*WHAT IS BEING ASKED:* Without including any pictures, return the records below exactly as written.

..........

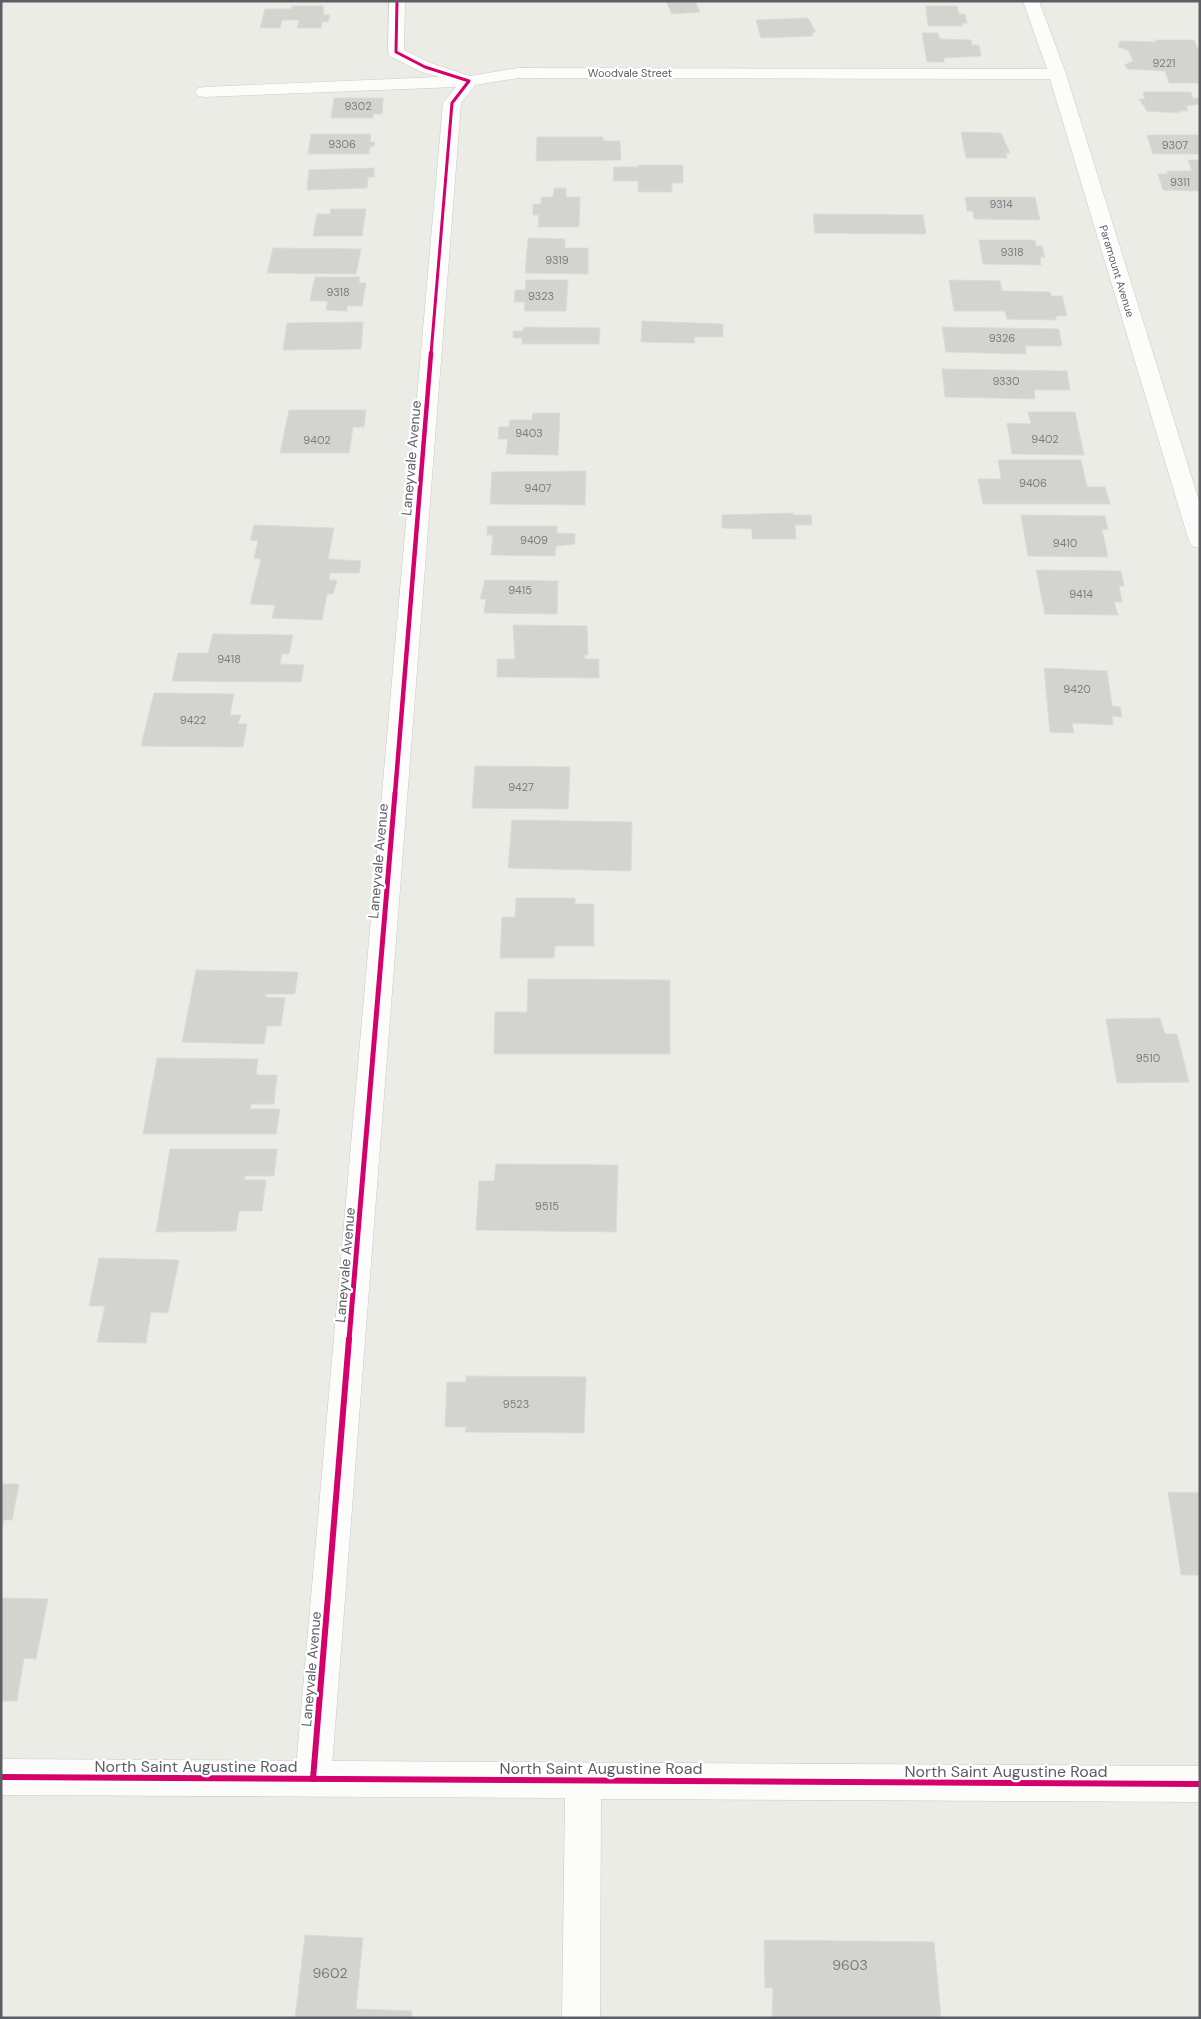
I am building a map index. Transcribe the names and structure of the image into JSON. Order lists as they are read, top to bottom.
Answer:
{
  "streets": {
    "street": [
      "Woodvale Street",
      "Paramount Avenue",
      "Laneyvale Avenue",
      "North Saint Augustine Road"
    ]
  },
  "crossings": [
    ["Woodvale Street", "Paramount Avenue"],
    ["Woodvale Street", "Laneyvale Avenue"],
    ["Laneyvale Avenue", "North Saint Augustine Road"]
  ],
  "house_numbers": [
    "9221",
    "9302",
    "9306",
    "9307",
    "9311",
    "9314",
    "9318",
    "9319",
    "9318",
    "9323",
    "9326",
    "9330",
    "9403",
    "9402",
    "9402",
    "9406",
    "9407",
    "9409",
    "9410",
    "9415",
    "9414",
    "9418",
    "9420",
    "9422",
    "9427",
    "9510",
    "9515",
    "9523",
    "9603",
    "9602"
  ]
}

..........

*WRITTEN SOLUTION:*
I am building a map index. Transcribe the names and structure of the image into JSON. Order lists as they are read, top to bottom.
Answer:
{
  "streets": {
    "street": [
      "Woodvale Street",
      "Paramount Avenue",
      "Laneyvale Avenue",
      "North Saint Augustine Road"
    ]
  },
  "crossings": [
    ["Woodvale Street", "Paramount Avenue"],
    ["Woodvale Street", "Laneyvale Avenue"],
    ["Laneyvale Avenue", "North Saint Augustine Road"]
  ],
  "house_numbers": [
    "9221",
    "9302",
    "9306",
    "9307",
    "9311",
    "9314",
    "9318",
    "9319",
    "9318",
    "9323",
    "9326",
    "9330",
    "9403",
    "9402",
    "9402",
    "9406",
    "9407",
    "9409",
    "9410",
    "9415",
    "9414",
    "9418",
    "9420",
    "9422",
    "9427",
    "9510",
    "9515",
    "9523",
    "9603",
    "9602"
  ]
}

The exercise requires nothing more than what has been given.